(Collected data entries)
Content starts
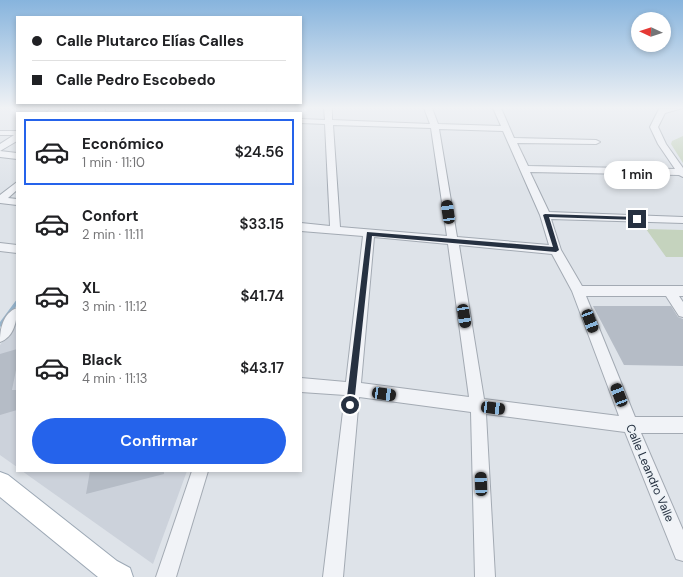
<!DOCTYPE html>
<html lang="es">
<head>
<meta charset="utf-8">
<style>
  body { margin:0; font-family:"DM Sans",sans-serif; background:#f2f2f2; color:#202124; height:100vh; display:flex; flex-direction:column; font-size:15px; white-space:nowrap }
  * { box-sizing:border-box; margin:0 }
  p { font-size:13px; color:#757577 }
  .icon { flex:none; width:22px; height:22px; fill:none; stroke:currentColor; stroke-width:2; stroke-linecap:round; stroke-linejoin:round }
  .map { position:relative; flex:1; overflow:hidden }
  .side { position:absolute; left:16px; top:112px; width:286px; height:360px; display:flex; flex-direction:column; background:#fff; border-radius:0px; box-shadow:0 2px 6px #0003 }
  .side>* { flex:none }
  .top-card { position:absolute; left:16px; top:16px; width:286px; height:88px; border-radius:0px; box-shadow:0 2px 6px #0003; display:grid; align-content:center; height:88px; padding:0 16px; background:#fff }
  .needle { width:26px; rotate:273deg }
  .buttons { position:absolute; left:631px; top:12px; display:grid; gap:8px }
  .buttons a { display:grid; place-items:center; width:40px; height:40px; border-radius:50%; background:#fff; box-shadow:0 2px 6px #0003; font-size:20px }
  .end { position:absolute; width:18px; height:18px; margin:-9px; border:5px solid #263141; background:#fff; box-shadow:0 0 0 2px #fff }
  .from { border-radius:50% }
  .bubble { position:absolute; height:28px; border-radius:14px; background:#fff; box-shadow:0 2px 6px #0003; font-size:13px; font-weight:600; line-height:28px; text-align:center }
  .car { position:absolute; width:12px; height:24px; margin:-12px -6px; border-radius:5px; box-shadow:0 0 3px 1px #0007; background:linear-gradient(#222 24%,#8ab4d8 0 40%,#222 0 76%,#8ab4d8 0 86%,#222 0) }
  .top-card b { display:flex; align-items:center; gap:14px; height:38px; font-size:15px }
  .top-card b+b { border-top:1px solid #e0e0e0 }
  .top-card i { width:10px; height:10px; background:#202124 }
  ul { padding:7px 0 0; list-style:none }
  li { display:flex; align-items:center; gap:12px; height:66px; margin:0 8px 6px; padding:0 8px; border:2px solid transparent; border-radius:0px }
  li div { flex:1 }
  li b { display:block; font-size:15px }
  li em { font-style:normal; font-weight:600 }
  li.selected { border-color:#2563eb }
  li>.icon { width:36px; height:36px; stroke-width:1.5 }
  .cta { display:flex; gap:8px; margin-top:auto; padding:8px 16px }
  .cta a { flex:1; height:46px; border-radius:24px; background:#2563eb; color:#fff; font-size:16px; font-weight:600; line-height:46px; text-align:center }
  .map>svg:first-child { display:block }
</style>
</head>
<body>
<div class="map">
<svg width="683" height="577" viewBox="0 0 683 577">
  <rect width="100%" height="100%" fill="#dee3e9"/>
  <!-- built -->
  <path fill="#ccd2db" d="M17,322v145l-17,-12v-110z
    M22,471h165l-34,93z"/>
  <!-- green -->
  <path fill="#c5d3be" d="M683,136v27l-12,-19 1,-3z
    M646,229l37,1v27h-17z"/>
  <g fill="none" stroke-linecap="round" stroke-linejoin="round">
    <!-- stream -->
    <path stroke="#96b4cc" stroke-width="3.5" d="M0,325l17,-23"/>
  </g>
  <!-- building -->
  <path fill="#b5bcc6" d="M593,306h78l7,11 5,2v47l-59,-1z
    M17,349v16l-5,25h5v20l-17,5v-61z
    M90,471h74v3l-78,20z"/>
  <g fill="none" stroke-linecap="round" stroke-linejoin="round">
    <defs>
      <path id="minor" d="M52,108h9l-6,5h-9z
        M106,108l87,3 4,2 -88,-2h-3z
        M259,108h8l-2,5h-8z
        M324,108h8v12l98,4 -6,-16h8l6,16 63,2 -8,-18h8l13,30 82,2 4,2 -4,2 -79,-1 11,23 147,3 -17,-25 -8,-17 9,-18 24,-1 -18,5 -7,14 8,17 17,24v9l-4,-2 -149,-3 19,40 134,5v6l-132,-4 10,31 21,36h101v10h-4l4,6v15l-4,-1 -13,-20h-80l49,121h48v16h-42l42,97v31l-7,-2 -51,-127 -139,-18 9,163h-20l-4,-165 -112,-15 -16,180h-20l22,-182 -44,-3v-14l45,4 17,-146 -62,-5v-8l29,3 -5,-102 -24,-1v-4l24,1zM333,125l98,3 16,108 -107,-9zM439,129l64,2 37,84 9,30 -92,-8zM374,237l74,7 21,153 -108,-14zM459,245l93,9 20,37 47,125 -135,-17z
        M0,131h17v10l-17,10v-7l14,-9h-14z
        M0,151l17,2v6l-17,-2z
        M17,182v8l-9,8 9,1v6l-17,-2v-8z
        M0,243l17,2v8l-17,-2z
        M17,308c0,13 -3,29 -17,34 0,-13 3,-29 17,-34z
        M192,471h16l-32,106h-20z"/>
      <path id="major" d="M0,472l8,3 109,86 13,7 3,9h-35l-98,-80z"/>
    </defs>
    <!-- minor casing -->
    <use href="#minor" stroke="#a3aab3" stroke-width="2"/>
    <!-- major casing -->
    <use href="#major" stroke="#9ca8b5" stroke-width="2"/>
    <!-- minor -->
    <use href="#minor" fill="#f1f3f7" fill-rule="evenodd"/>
    <!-- major -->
    <use href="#major" fill="#fff" fill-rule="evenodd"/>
  </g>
  <!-- sky -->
  <linearGradient id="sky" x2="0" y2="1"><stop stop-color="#87b4dd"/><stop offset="0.57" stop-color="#f0f2f5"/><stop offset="1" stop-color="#f0f2f5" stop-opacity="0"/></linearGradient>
  <rect width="683" height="189" fill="url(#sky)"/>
  <!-- route -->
  <path fill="#263141" d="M545,214l92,3 3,2 -3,1 -88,-3 10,33 -3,2 -184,-16 -18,169 -4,4 -2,-1 -2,-3 21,-173 186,15 -10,-32z"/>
  <g text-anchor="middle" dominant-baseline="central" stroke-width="3" stroke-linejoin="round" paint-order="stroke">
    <!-- street labels -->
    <g font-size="12" fill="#263141" stroke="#edf2f6">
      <text transform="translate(650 473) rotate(67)">Calle Leandro Valle</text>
    </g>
  </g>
</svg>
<div class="buttons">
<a><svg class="needle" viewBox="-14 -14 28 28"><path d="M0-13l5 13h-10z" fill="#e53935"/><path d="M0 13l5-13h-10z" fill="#757577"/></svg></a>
</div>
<i class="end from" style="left:350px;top:405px"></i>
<i class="end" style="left:637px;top:219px"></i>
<div class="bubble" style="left:604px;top:161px;width:66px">1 min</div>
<i class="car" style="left:448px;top:212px;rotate:352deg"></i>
<i class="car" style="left:464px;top:316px;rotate:171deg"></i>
<i class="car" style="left:590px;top:321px;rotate:159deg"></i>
<i class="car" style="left:384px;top:394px;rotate:98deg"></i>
<i class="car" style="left:619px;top:395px;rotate:339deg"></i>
<i class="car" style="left:493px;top:408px;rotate:97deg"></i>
<i class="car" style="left:481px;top:484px;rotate:358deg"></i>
<div class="top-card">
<b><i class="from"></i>Calle Plutarco Elías Calles</b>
<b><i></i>Calle Pedro Escobedo</b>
</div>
<section class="side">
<ul>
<li class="selected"><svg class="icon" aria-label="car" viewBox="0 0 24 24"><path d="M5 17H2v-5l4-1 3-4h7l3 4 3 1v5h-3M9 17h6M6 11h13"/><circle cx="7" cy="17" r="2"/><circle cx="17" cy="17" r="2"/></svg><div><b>Económico</b><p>1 min · 11:10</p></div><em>$24.56</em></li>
<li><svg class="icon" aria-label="car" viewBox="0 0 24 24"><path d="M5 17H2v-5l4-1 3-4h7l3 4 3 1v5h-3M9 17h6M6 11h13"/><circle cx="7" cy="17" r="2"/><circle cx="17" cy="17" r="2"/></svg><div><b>Confort</b><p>2 min · 11:11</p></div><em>$33.15</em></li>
<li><svg class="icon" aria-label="car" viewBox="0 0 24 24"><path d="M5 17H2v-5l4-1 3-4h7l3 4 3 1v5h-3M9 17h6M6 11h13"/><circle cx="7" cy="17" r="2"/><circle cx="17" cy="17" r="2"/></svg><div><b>XL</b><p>3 min · 11:12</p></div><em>$41.74</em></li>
<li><svg class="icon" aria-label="car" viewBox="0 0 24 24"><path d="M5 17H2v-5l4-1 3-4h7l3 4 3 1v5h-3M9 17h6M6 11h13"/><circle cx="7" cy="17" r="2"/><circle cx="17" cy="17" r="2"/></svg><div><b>Black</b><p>4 min · 11:13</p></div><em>$43.17</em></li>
</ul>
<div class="cta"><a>Confirmar</a></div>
</section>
</div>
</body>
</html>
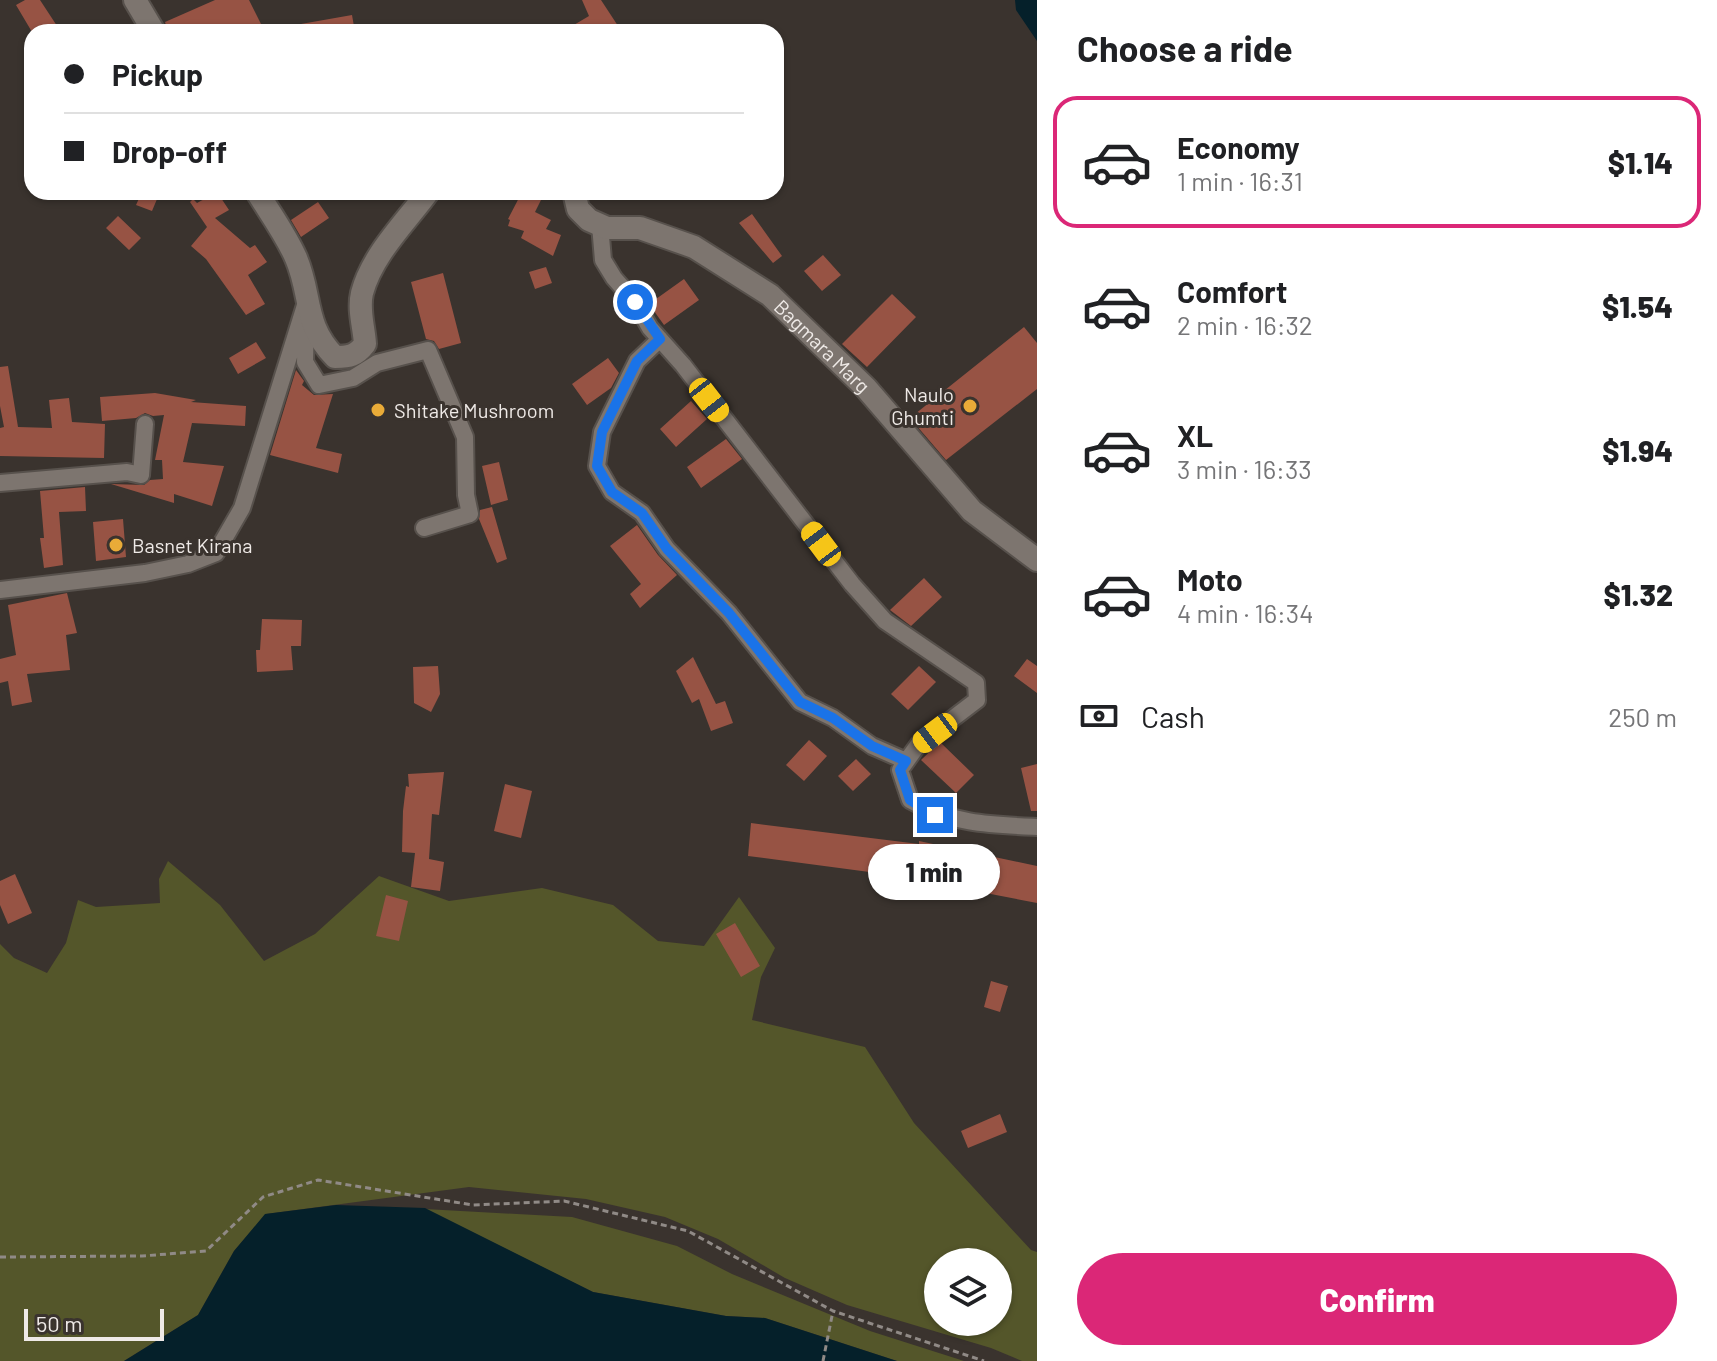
<!DOCTYPE html>
<meta charset="utf-8">
<style>
body{margin:0;font-family:Barlow,sans-serif;background:#f6f6f6;color:#202124;height:100vh;display:flex;flex-direction:column;font-size:30px;white-space:nowrap}
*{box-sizing:border-box;margin:0}
p{font-size:26px;color:#757577}
.icon{flex:none;width:44px;height:44px;fill:none;stroke:currentColor;stroke-width:2;stroke-linecap:round;stroke-linejoin:round}
.map{position:relative;flex:1;overflow:hidden}
.sheet{display:flex;flex-direction:column;background:#fff;width:680px}
.sheet>*{flex:none}
.guide{position:absolute;left:24px;top:24px;width:760px;height:176px;border-radius:24px;box-shadow:0 2px 6px #0004;display:grid;align-content:center;height:176px;padding:0 40px;background:#fff}
.tools{position:absolute;left:924px;top:1248px;display:grid;gap:16px}
.tools a{display:grid;place-items:center;width:88px;height:88px;border-radius:50%;background:#fff;box-shadow:0 2px 6px #0004;font-size:40px}
.scale{position:absolute;left:24px;bottom:20px;width:140px;box-sizing:border-box;padding-left:8px;border:4px solid #efeae7;border-top:0;font-size:22px;line-height:28px;white-space:nowrap;color:#efeae7;-webkit-text-stroke:6px #3a332e;paint-order:stroke}
.end{position:absolute;width:36px;height:36px;margin:-18px;border:10px solid #1a73e8;background:#fff;box-shadow:0 0 0 4px #fff}
.from{border-radius:50%}
.bubble{position:absolute;height:56px;border-radius:28px;background:#fff;box-shadow:0 2px 6px #0004;font-size:26px;font-weight:800;line-height:56px;text-align:center}
.car{position:absolute;width:24px;height:48px;margin:-24px -12px;border-radius:10px;box-shadow:0 0 6px 2px #0007;background:linear-gradient(#f5c518 24%,#345 0 40%,#f5c518 0 76%,#345 0 86%,#f5c518 0)}
.guide b{display:flex;align-items:center;gap:28px;height:76px;font-size:30px}
.guide b+b{border-top:2px solid #e0e0e0}
.guide i{width:20px;height:20px;background:#202124}
ul{padding:0;list-style:none}
li{display:flex;align-items:center;gap:24px;height:132px;margin:0 16px 12px;padding:0 24px;border:4px solid transparent;border-radius:24px}
li div{flex:1}
li b{display:block;font-size:30px}
li em{font-style:normal;font-weight:800}
li.on{border-color:#db2777}
li>.icon{width:72px;height:72px;stroke-width:1.5}
h2{padding:0 40px;font-size:36px;line-height:96px}
.pay{display:flex;align-items:center;gap:20px;height:88px;padding:0 40px;font-size:30px}
.pay p{margin-inline-start:auto}
.button{display:flex;gap:16px;margin-top:auto;padding:16px 40px}
.button a{flex:1;height:92px;border-radius:48px;background:#db2777;color:#fff;font-size:32px;font-weight:800;line-height:92px;text-align:center}
main{display:flex;flex:1;min-height:0}
.map>svg:first-child{display:block}
</style>
<main>
<div class="map">
<svg width="1037" height="1361" viewBox="0 0 1037 1361">
<rect width="100%" height="100%" fill="#3a332e"/>
<path fill="#54562a" fill-rule="evenodd" d="M168,861L220,905L264,961L315,934L379,876L449,901L542,888L613,905L658,941L704,946L739,897L775,948L761,977L752,1020L865,1047L914,1123L1031,1250L1037,1252V1361H1022L991,1348L847,1305L785,1278L718,1239L665,1217L586,1199L469,1187L266,1214L234,1251L198,1315L124,1361H0V944L14,958L47,973L66,943L78,900L96,907L160,903L159,879ZM938,1262H998V1322H938Z
M425,1209L572,1217L677,1246L732,1274L870,1331L964,1361H897L765,1318L726,1316L593,1292Z"/>
<path fill="#05202a" d="M1015,0H1037V41L1016,10Z
M336,1205L425,1208L593,1292L726,1316L765,1318L897,1361H124L198,1315L234,1251L265,1214Z"/>
<path fill="#975344" d="M25,0H40L61,32H32L16,5Z
M215,0H249L265,32H214L211,26L198,32H168L165,22Z
M582,0H601L622,32H562L589,16Z
M352,15L355,32H301V24Z
M142,192H160L152,211L136,205Z
M217,192L229,210L215,218L250,248L255,245L267,262L248,275L265,304L246,315L206,259L191,246L207,227L190,202L193,199L197,203Z
M522,192H545L535,212L551,220L546,229L561,235L553,256L521,238L524,231L508,226L510,220L508,219Z
M318,202L329,218L301,237L291,220Z
M752,214L782,256L773,263L739,223Z
M118,216L141,238L129,250L106,228Z
M823,255L841,275L822,291L804,271Z
M546,267L552,283L535,289L529,272Z
M443,273L461,343L439,349L434,341L426,339L411,282Z
M684,279L699,300L664,325L649,304Z
M892,294L916,317L867,367L842,344Z
M1024,327L1037,343V389L946,460L910,418Z
M256,342L266,358L238,374L229,358Z
M608,358L619,373L611,388L587,405L572,384Z
M8,366L18,427L52,428L49,400L69,398L72,422L105,424L104,458L0,456V428L4,427L0,406V367Z
M296,370L304,381L302,385L314,395L333,394L316,448L342,454L338,473L270,455Z
M155,393L196,400L191,402L246,406L245,426L192,423L183,462L224,466L212,506L174,494V503L111,484L144,485L150,480L163,479L162,460H155L164,415L153,416L145,413L136,418L102,421L100,397Z
M691,401L707,419L676,447L660,429Z
M726,439L742,459L701,488L687,467Z
M499,462L508,500L491,505L482,466Z
M85,487L86,511L59,512L63,565L44,568L40,538H44L40,491Z
M492,507L507,559L497,563L479,519L480,510Z
M123,519L126,557L96,561L93,522Z
M637,525L658,555L677,575L640,608L630,594L641,584L610,546Z
M924,578L942,597L911,626L890,610Z
M67,593L77,633L66,635L70,670L27,674L32,702L12,706L8,681L0,683V659L16,655L8,605Z
M262,619L302,620L301,646H291L293,670L257,672L256,650H260Z
M693,657L716,704L725,701L733,723L711,731L699,699L692,703L676,671Z
M1027,659L1037,666V693L1014,676Z
M438,666L440,694L431,712L414,703L413,667Z
M919,666L936,682L908,710L891,694Z
M809,740L827,756L804,781L786,765Z
M940,742L974,775L956,793L921,760Z
M856,759L871,774L853,791L838,776Z
M1037,764V811H1031L1021,768Z
M444,772L439,815L432,814L429,859L444,862L440,891L411,887L415,853L402,852L403,811L406,786L409,787L408,774Z
M505,784L532,791L521,838L494,831Z
M751,823L919,844V841L1037,866V903L892,875L748,856Z
M15,874L32,913L8,924L0,905V881Z
M386,895L408,901L399,941L376,936Z
M735,923L760,966L741,977L716,934Z
M991,981L1008,986L1000,1012L984,1007Z
M1000,1114L1007,1132L968,1148L961,1131Z"/>
<g fill="none" stroke-linecap="round" stroke-linejoin="round">
<g stroke="#57514c" stroke-width="20">
<path id="minor" d="M600,225L603,260L614,278L635,302L650,328L683,365L852,584L885,621L976,683L977,700L918,745L900,770L910,800C951,824 990,825 1037,827
M306,319L305,362L319,385L353,378L377,363L428,350L465,437L466,495L470,514L424,528
M660,339L637,361L602,432L597,466L612,492L642,513L667,549L729,613L800,702L833,718L872,746L906,761
M0,483L127,472L141,475L145,424
M0,590L145,573L188,564L216,553L242,508L306,302"/>
</g>
<g stroke="#57514c" stroke-width="26">
<g id="secondary">
<path d="M135,0L154,32"/>
<path d="M257,192C270,213 286,235 296,258C312,295 303,325 335,357C349,357 356,356 365,344C364,327 358,310 362,293C372,255 405,223 428,192"/>
<path id="s1" d="M574,192L578,209L589,220L607,228H640L694,247L770,295L866,388L972,511L1037,560"/>
</g>
</g>
<path stroke="#908a86" stroke-width="3" stroke-dasharray="6 4" stroke-linecap="butt" d="M0,1257L142,1256L206,1251L263,1197L318,1180L473,1205L564,1201L688,1231L833,1311L984,1361
M823,1361L833,1311"/>
<use href="#minor" stroke="#7d756f" stroke-width="16"/>
<use href="#secondary" stroke="#7d756f" stroke-width="22"/>
</g>
<g fill="none" stroke-linecap="round" stroke-linejoin="round">
<path stroke="#1a73e8" stroke-width="10" d="M635,302L660,339L637,361L602,432L597,466L612,492L642,513L667,549L729,613L800,702L833,718L872,746L906,761L900,770L910,800L935,815"/>
</g>
<g fill="#e9ab38" stroke="#3a332e" stroke-width="3">
<circle cx="970" cy="406" r="8"/>
<circle cx="378" cy="410" r="8"/>
<circle cx="116" cy="545" r="8"/>
</g>
<g text-anchor="middle" dominant-baseline="central" stroke-width="6" stroke-linejoin="round" paint-order="stroke">
<g font-size="20" fill="#efeae7" stroke="#3a332e">
<text stroke="none"><textPath href="#s1" startOffset="306">Bagmara Marg</textPath></text>
</g>
<g font-size="20" fill="#efeae7" stroke="#3a332e" text-anchor="start">
<text x="954" y="394" text-anchor="end">Naulo<tspan x="954" dy="23">Ghumti</tspan></text>
<text x="394" y="410">Shitake Mushroom</text>
<text x="132" y="545">Basnet Kirana</text>
</g>
</g>
</svg>
<div class="tools">
<a><svg class="icon" aria-label="layers" viewBox="0 0 24 24"><path d="M12 4l9 5-9 5-9-5zM3 14l9 5 9-5"/></svg></a>
</div>
<div class="scale">50 m</div>
<i class="end from" style="left:635px;top:302px"></i>
<i class="end" style="left:935px;top:815px"></i>
<div class="bubble" style="left:868px;top:844px;width:132px">1 min</div>
<i class="car" style="left:709px;top:400px;rotate:142deg"></i>
<i class="car" style="left:821px;top:544px;rotate:323deg"></i>
<i class="car" style="left:935px;top:733px;rotate:233deg"></i>
<div class="guide">
<b><i class="from"></i>Pickup</b>
<b><i></i>Drop-off</b>
</div>
</div>
<section class="sheet">
<h2>Choose a ride</h2>
<ul>
<li class="on"><svg class="icon" aria-label="car" viewBox="0 0 24 24"><path d="M5 17H2v-5l4-1 3-4h7l3 4 3 1v5h-3M9 17h6M6 11h13"/><circle cx="7" cy="17" r="2"/><circle cx="17" cy="17" r="2"/></svg><div><b>Economy</b><p>1 min · 16:31</p></div><em>$1.14</em></li>
<li><svg class="icon" aria-label="car" viewBox="0 0 24 24"><path d="M5 17H2v-5l4-1 3-4h7l3 4 3 1v5h-3M9 17h6M6 11h13"/><circle cx="7" cy="17" r="2"/><circle cx="17" cy="17" r="2"/></svg><div><b>Comfort</b><p>2 min · 16:32</p></div><em>$1.54</em></li>
<li><svg class="icon" aria-label="car" viewBox="0 0 24 24"><path d="M5 17H2v-5l4-1 3-4h7l3 4 3 1v5h-3M9 17h6M6 11h13"/><circle cx="7" cy="17" r="2"/><circle cx="17" cy="17" r="2"/></svg><div><b>XL</b><p>3 min · 16:33</p></div><em>$1.94</em></li>
<li><svg class="icon" aria-label="car" viewBox="0 0 24 24"><path d="M5 17H2v-5l4-1 3-4h7l3 4 3 1v5h-3M9 17h6M6 11h13"/><circle cx="7" cy="17" r="2"/><circle cx="17" cy="17" r="2"/></svg><div><b>Moto</b><p>4 min · 16:34</p></div><em>$1.32</em></li>
</ul>
<div class="pay"><svg class="icon" aria-label="cash" viewBox="0 0 24 24"><path d="M3 7h18v10H3z"/><circle cx="12" cy="12" r="2"/></svg>Cash<p>250 m</p></div>
<div class="button"><a>Confirm</a></div>
</section>
</main>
Content ends
**Aim of the task:**
In the data above, retype exactly and only the lines between the one holding "position:absolute; left:16px; top:16px;" and the one holding "position:absolute; left:631px; top:12px;", inclusive.

**Result of this task:**
  .top-card { position:absolute; left:16px; top:16px; width:286px; height:88px; border-radius:0px; box-shadow:0 2px 6px #0003; display:grid; align-content:center; height:88px; padding:0 16px; background:#fff }
  .needle { width:26px; rotate:273deg }
  .buttons { position:absolute; left:631px; top:12px; display:grid; gap:8px }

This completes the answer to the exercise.